John Heron a mis sa plume au service de la Royale pendant plus de trente ans. En dépit de ses longues années, M. Heron se décrit toujours comme « l’homme le plus paresseux du monde », désignation qu’il est difficile de croire d’un homme qui a tour à tour été étudiant missionnaire, militaire, professeur, directeur d’école, journaliste et le premier spécialiste des relations publiques de la Royale.
C’est peut-être dans la petite pièce de travail, remplie de souvenirs, à sa résidence de Pointe-Claire, qu’on peut percer le secret, pièce où il a écrit son Bulletin Mensuel pendant 27 de ces 31 années.

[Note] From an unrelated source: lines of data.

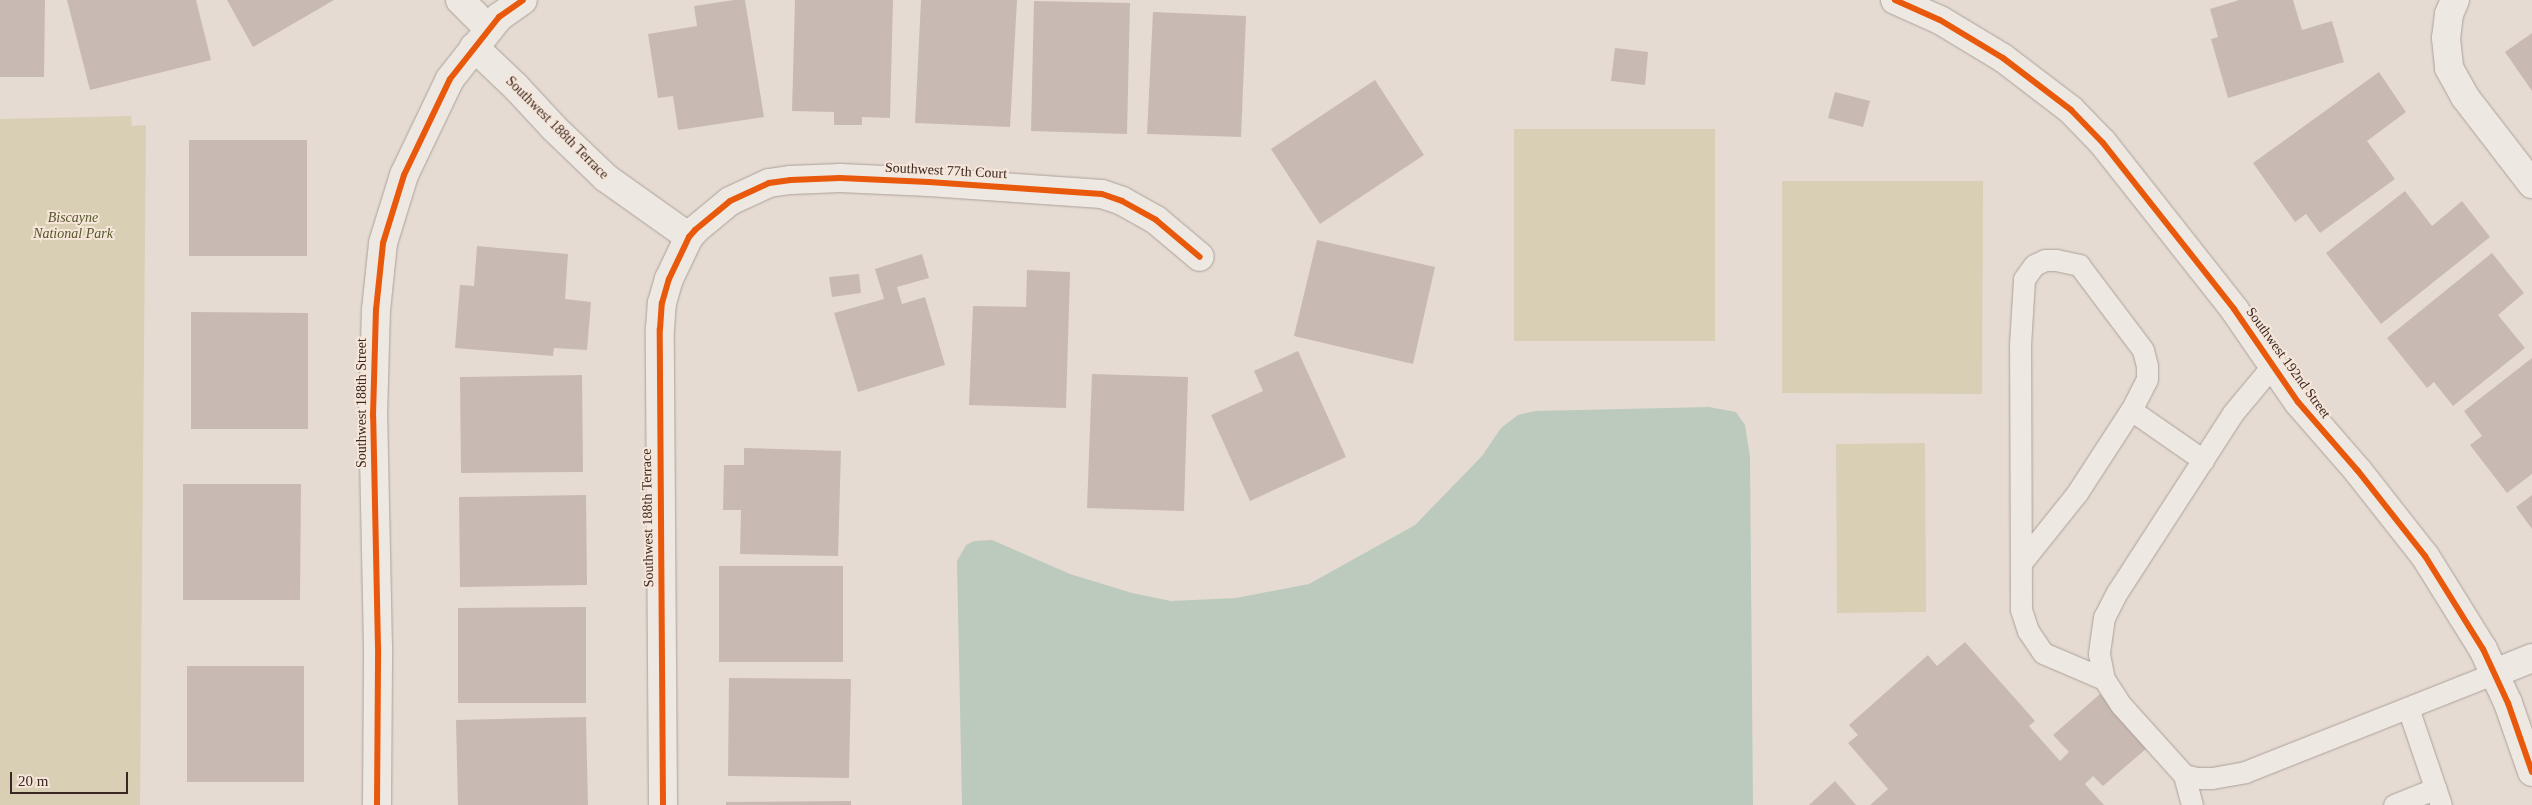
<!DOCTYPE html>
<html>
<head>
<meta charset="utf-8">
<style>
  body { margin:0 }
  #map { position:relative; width:2532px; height:805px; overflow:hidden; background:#e6dbd2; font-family:Georgia,serif }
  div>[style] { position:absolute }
  .green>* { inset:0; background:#d8cfb5 }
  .water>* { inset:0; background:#bccabe }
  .building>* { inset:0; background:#c9b9b3 }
  .roads { filter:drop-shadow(0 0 1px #aca19a) drop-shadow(0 0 1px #aca19a) }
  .service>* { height:21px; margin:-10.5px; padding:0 10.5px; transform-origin:10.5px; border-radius:10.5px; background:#eee8e3 }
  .minor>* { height:28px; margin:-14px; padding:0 14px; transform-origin:14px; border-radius:14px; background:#eee8e3 }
  .cycleway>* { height:6px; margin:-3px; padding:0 3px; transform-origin:3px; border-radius:3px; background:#e8590c }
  span { translate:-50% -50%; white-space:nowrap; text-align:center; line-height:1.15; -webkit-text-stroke:4px #f5e6d9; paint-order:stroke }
  .street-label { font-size:14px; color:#3b2721 }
  .park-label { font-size:14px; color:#565729; font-style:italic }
  .scale { position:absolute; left:10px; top:772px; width:118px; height:22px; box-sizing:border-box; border:2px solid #3b2721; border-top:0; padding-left:6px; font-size:15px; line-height:18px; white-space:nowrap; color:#3b2721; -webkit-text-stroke:4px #f5e6d9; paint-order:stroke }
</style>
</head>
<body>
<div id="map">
  <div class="green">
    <div style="clip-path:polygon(131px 116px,132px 126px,146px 125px,140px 805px,0 805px,0 119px)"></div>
    <div style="clip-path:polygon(1514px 129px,1715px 129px,1715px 341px,1514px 341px)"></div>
    <div style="clip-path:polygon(1782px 181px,1983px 181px,1982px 394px,1782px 393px)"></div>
    <div style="clip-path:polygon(1925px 443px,1926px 612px,1837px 613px,1836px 444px)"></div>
  </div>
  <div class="water">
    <div style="clip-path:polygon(1709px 407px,1736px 412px,1745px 425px,1750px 457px,1753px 805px,962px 805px,957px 561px,966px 545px,974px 541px,992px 540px,1070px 574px,1132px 593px,1171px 601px,1236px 598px,1309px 584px,1415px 525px,1482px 456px,1501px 428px,1518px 415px,1535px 411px)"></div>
  </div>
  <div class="building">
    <div style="clip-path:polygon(0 0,45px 0,44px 77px,0 77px)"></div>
    <div style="clip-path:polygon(67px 0,196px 0,211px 60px,90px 90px)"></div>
    <div style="clip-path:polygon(227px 0,334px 0,253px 47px)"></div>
    <div style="clip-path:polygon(734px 0,745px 0,764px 117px,678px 130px,673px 96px,658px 98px,648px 34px,697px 26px,694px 6px)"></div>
    <div style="clip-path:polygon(795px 0,893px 0,890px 118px,862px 117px,862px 125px,834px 125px,834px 112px,792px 111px)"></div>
    <div style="clip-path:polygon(921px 0,1017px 0,1010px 127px,915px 123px)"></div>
    <div style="clip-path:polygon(2239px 0,2293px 0,2302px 30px,2332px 21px,2344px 62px,2228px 98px,2211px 39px,2218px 37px,2210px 9px)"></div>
    <div style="clip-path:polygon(1034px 1px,1130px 3px,1127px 134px,1031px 131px)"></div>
    <div style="clip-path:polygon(1153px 12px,1246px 16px,1241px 137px,1147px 134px)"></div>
    <div style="clip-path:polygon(2532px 33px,2532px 91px,2505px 52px)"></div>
    <div style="clip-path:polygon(1615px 48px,1648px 52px,1645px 85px,1611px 81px)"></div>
    <div style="clip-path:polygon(2379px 72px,2406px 112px,2367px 141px,2395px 179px,2320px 233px,2306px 214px,2295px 222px,2253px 163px)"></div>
    <div style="clip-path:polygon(1375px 80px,1424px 155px,1320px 224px,1271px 149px)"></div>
    <div style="clip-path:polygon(1835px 92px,1870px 101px,1863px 127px,1828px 118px)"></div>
    <div style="clip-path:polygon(189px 140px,307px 140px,307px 256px,189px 256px)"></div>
    <div style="clip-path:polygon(2405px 191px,2432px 226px,2462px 201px,2490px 237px,2381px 324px,2326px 253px)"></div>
    <div style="clip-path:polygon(1317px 240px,1435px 267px,1413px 364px,1294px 336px)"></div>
    <div style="clip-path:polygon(477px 246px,568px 254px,565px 299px,591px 302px,587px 350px,554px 348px,553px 356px,455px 348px,460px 285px,474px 286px)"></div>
    <div style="clip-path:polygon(2492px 253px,2524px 293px,2498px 315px,2525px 348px,2453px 406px,2434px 382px,2427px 388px,2387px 338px)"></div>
    <div style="clip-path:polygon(922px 254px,929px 278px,897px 287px,902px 304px,925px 297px,945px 365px,858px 392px,834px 313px,884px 299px,875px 269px)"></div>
    <div style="clip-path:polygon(1027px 270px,1070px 272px,1066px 408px,969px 405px,973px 306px,1026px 307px)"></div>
    <div style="clip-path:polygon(859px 274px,861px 293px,832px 297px,829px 277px)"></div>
    <div style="clip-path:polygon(191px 312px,308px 313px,308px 429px,191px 429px)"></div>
    <div style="clip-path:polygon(1298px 351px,1346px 457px,1250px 501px,1211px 415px,1263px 391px,1254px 371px)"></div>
    <div style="clip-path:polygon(2532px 358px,2532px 474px,2507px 493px,2470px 445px,2482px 436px,2464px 411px)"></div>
    <div style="clip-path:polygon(1092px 374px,1188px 377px,1184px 511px,1087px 508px)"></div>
    <div style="clip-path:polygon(582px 375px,583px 472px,461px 473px,460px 377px)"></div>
    <div style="clip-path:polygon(744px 448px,841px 451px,838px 556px,740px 554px,741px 510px,723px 510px,724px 465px,744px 465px)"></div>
    <div style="clip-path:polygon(183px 484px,301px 484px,300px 600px,183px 600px)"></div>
    <div style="clip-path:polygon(586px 495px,587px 585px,460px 587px,459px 497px)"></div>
    <div style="clip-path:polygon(2532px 495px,2532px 529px,2516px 507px)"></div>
    <div style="clip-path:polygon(719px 566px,843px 566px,843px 662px,719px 662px)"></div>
    <div style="clip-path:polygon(586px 607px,586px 703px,458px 703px,458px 608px)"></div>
    <div style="clip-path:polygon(1965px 642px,2035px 721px,2029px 726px,2060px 761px,2069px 752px,2053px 735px,2100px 694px,2147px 748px,2103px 786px,2093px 776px,2085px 784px,2104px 805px,1870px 805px,1888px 789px,1848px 743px,1858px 735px,1849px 725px,1928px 655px,1937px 666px)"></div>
    <div style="clip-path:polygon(187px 666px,304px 666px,304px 782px,187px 782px)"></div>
    <div style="clip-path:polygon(729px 678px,851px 679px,849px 778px,728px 776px)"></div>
    <div style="clip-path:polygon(586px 717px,588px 805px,458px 805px,456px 720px)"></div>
    <div style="clip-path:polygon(1835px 781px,1856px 805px,1809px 805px)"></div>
    <div style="clip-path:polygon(851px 801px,851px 805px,726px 805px,726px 802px)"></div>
  </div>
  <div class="roads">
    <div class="service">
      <div style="left:2272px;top:366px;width:61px;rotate:129.7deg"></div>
      <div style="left:2233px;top:413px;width:213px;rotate:122.9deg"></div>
      <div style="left:2117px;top:592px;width:28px;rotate:117deg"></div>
      <div style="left:2104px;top:617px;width:37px;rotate:98deg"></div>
      <div style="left:2099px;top:654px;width:25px;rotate:79deg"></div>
      <div style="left:2104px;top:679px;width:31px;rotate:57deg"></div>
      <div style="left:2121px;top:705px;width:94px;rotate:48deg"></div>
      <div style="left:2184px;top:775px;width:13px;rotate:13deg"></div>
      <div style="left:2197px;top:778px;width:15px"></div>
      <div style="left:2212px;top:778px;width:34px;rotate:-10deg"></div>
      <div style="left:2245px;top:772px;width:269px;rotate:-21.6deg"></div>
      <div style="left:2021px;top:563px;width:90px;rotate:-51.3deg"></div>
      <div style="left:2077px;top:493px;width:99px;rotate:-57deg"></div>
      <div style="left:2104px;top:679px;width:66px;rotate:-156.9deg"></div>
      <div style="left:2043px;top:653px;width:27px;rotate:-124deg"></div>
      <div style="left:2028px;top:631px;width:23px;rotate:-108deg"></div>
      <div style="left:2021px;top:609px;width:264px;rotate:-90.2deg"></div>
      <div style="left:2020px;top:345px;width:66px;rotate:-86.5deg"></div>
      <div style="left:2024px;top:279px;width:17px;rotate:-54deg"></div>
      <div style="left:2034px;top:265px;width:12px;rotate:-24deg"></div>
      <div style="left:2045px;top:260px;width:11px"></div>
      <div style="left:2056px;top:260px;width:24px;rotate:12deg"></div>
      <div style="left:2079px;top:265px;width:106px;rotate:53deg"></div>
      <div style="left:2143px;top:350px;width:16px;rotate:76deg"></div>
      <div style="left:2147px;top:366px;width:13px;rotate:90deg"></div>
      <div style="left:2147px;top:379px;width:35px;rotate:117deg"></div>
      <div style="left:2131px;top:410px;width:88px;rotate:34.8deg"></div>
      <div style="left:2408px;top:708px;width:102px;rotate:71.2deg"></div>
      <div style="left:2184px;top:775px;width:31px;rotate:75deg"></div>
      <div style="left:2394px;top:805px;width:45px;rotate:-22deg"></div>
    </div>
    <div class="minor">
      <div style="left:460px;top:0;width:41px;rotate:45deg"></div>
      <div style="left:1895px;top:0;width:49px;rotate:24deg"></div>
      <div style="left:1940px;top:20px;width:74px;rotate:31.1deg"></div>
      <div style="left:2003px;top:58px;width:86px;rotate:37.4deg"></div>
      <div style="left:2071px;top:110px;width:46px;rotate:45.9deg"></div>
      <div style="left:2103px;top:143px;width:211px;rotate:51.7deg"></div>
      <div style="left:2234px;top:309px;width:113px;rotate:55.5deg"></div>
      <div style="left:2298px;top:402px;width:91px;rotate:49deg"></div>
      <div style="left:2358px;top:471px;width:108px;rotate:51.8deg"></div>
      <div style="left:2425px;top:556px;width:110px;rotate:58.1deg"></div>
      <div style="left:2483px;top:649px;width:60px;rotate:65.2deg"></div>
      <div style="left:2508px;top:703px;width:73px;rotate:70.8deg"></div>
      <div style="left:2455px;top:0;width:15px;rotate:113deg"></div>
      <div style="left:2449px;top:14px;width:24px;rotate:97deg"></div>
      <div style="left:2446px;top:38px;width:30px;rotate:84deg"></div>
      <div style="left:2449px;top:68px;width:33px;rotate:61deg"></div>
      <div style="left:2465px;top:97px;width:110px;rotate:52.4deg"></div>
      <div style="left:474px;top:47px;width:58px;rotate:43.6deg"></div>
      <div style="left:516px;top:87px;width:56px;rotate:47.2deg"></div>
      <div style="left:554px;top:128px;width:72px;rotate:43.9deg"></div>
      <div style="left:606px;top:178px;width:102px;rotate:35.4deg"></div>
      <div style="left:2495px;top:673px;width:40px;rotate:-22deg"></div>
      <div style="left:377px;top:805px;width:158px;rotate:-89.6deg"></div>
      <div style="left:378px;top:647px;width:231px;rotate:-91.2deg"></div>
      <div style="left:373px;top:416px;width:106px;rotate:-88.4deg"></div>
      <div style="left:376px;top:310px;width:67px;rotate:-84deg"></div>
      <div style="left:383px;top:243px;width:71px;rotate:-72.8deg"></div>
      <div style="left:404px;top:175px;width:106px;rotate:-64.4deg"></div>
      <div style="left:450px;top:79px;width:79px;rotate:-51.7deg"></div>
      <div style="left:499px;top:17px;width:29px;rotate:-35deg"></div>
      <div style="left:663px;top:805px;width:476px;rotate:-90.4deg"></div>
      <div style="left:660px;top:329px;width:26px;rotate:-86deg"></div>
      <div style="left:662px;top:303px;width:25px;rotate:-74deg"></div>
      <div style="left:669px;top:279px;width:47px;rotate:-64.5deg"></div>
      <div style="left:689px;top:237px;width:9px;rotate:-49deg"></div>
      <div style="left:695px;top:230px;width:45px;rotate:-39.6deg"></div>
      <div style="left:730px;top:201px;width:43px;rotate:-24.8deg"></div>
      <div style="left:769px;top:183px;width:22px;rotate:-8deg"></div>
      <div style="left:791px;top:180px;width:49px;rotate:-2.3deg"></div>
      <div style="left:840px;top:178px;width:89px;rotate:2.6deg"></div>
      <div style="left:929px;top:182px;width:173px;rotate:4deg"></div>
      <div style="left:1102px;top:194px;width:21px;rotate:19deg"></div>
      <div style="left:1122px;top:201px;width:39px;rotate:29deg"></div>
      <div style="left:1156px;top:220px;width:57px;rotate:40.1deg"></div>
    </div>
  </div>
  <div class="cycleway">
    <div style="left:1895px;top:0;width:49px;rotate:24deg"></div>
    <div style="left:1940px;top:20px;width:74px;rotate:31.1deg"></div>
    <div style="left:2003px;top:58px;width:86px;rotate:37.4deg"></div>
    <div style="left:2071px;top:110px;width:46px;rotate:45.9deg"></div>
    <div style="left:2103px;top:143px;width:211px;rotate:51.7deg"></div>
    <div style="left:2234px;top:309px;width:113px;rotate:55.5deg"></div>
    <div style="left:2298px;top:402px;width:91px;rotate:49deg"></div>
    <div style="left:2358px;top:471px;width:108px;rotate:51.8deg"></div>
    <div style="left:2425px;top:556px;width:110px;rotate:58.1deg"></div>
    <div style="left:2483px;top:649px;width:60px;rotate:65.2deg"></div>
    <div style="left:2508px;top:703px;width:73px;rotate:70.8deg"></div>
    <div style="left:377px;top:805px;width:158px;rotate:-89.6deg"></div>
    <div style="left:378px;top:647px;width:231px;rotate:-91.2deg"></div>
    <div style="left:373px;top:416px;width:106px;rotate:-88.4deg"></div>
    <div style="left:376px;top:310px;width:67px;rotate:-84deg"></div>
    <div style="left:383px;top:243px;width:71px;rotate:-72.8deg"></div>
    <div style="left:404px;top:175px;width:106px;rotate:-64.4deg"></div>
    <div style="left:450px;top:79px;width:79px;rotate:-51.7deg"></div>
    <div style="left:499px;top:17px;width:29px;rotate:-35deg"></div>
    <div style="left:663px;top:805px;width:476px;rotate:-90.4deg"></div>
    <div style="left:660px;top:329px;width:26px;rotate:-86deg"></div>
    <div style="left:662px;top:303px;width:25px;rotate:-74deg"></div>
    <div style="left:669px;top:279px;width:47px;rotate:-64.5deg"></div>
    <div style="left:689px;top:237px;width:9px;rotate:-49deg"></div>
    <div style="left:695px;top:230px;width:45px;rotate:-39.6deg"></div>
    <div style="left:730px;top:201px;width:43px;rotate:-24.8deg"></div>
    <div style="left:769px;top:183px;width:22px;rotate:-8deg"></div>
    <div style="left:791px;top:180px;width:49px;rotate:-2.3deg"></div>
    <div style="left:840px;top:178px;width:89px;rotate:2.6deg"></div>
    <div style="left:929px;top:182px;width:173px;rotate:4deg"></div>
    <div style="left:1102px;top:194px;width:21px;rotate:19deg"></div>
    <div style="left:1122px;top:201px;width:39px;rotate:29deg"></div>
    <div style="left:1156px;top:220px;width:57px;rotate:40.1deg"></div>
  </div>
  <div class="street-label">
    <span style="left:557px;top:128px;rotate:45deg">Southwest 188th Terrace</span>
    <span style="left:946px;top:171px;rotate:3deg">Southwest 77th Court</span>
    <span style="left:2288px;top:363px;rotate:54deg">Southwest 192nd Street</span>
    <span style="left:362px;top:403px;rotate:-90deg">Southwest 188th Street</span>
    <span style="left:648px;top:518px;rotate:-91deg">Southwest 188th Terrace</span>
  </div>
  <div class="park-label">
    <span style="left:73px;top:226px">Biscayne<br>National Park</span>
  </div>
  <div class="scale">20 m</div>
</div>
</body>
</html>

La clé de chaque Bulletin Mensuel réside dans les livres. D’innombrables volumes, certains usés et d’occasion, trouvent place dans les rayons de sa pièce de travail, à proximité du petit bureau qu’il a fait lui-même dans son atelier. Les livres sont codés et les codes sont inscrits sur des fiches minutieusement rangées dans des fichiers. Les notes manuscrites dans les marges des livres ont été reportées sur des milliers de fiches, système que l’auteur a mis sur pied en 1935 pour tenir compte de ses nombreuses lectures. Tous ses outils de travail, livres de référence, bibles, citations et fiches-matière, sont à portée de la main. Son perfectionnisme se substitue à sa « paresse ».
De quelle façon un écrivain de carrière envisage-t-il les prédictions suivant lesquelles les écrits n’ont plus leur place et seront bientôt remplacés par un moyen visuel ? John Heron ne peut que les envisager avec mépris. « L’avenir des textes imprimés, on le vit en ce moment », maintient-il, en faisant allusion aux nombreux bons livres, format de poche, que tous peuvent se procurer. Bien qu’il regarde la télévision, il préfère ses livres. « La télévision ne laisse rien à l’imagination », dit-il.
Une carrière de trois décennies comme auteur du Bulletin Mensuel n’a pas enchaîné l’essayiste de 78 ans au journalisme imprimé. Grand amateur de photographie, John Heron conserve des index complets de ses diapositives, de sujets aussi variés que ses Bulletins Mensuels. On y trouve, par exemple, des diapositives de son 50e anniversaire de mariage à Anah (mariage célébré en 1919), de fêtes de famille à Noël mettant en vedette ses quatre enfants et ses douze petits-enfants, de voyages, de fleurs, toutes classées et rangées dans un placard.
Son petit atelier pour le travail du bois est aménagé au sous-sol. Malgré une pléthore d’outils, aussi méticuleusement rangés que ses livres de référence et ses fiches, l’essayiste-menuisier nie son habileté quand vient le moment de faire des réparations. Il préfère fabriquer des petits articles fonctionnels.
Le mois de décembre 1975 marque la fin d’une époque pour la Banque Royale et pour notre écrivain de trois décennies. Les résultats de l’enseignement, des conseils et de l’aide de l’auteur continueront toutefois de se faire sentir parmi ses lecteurs.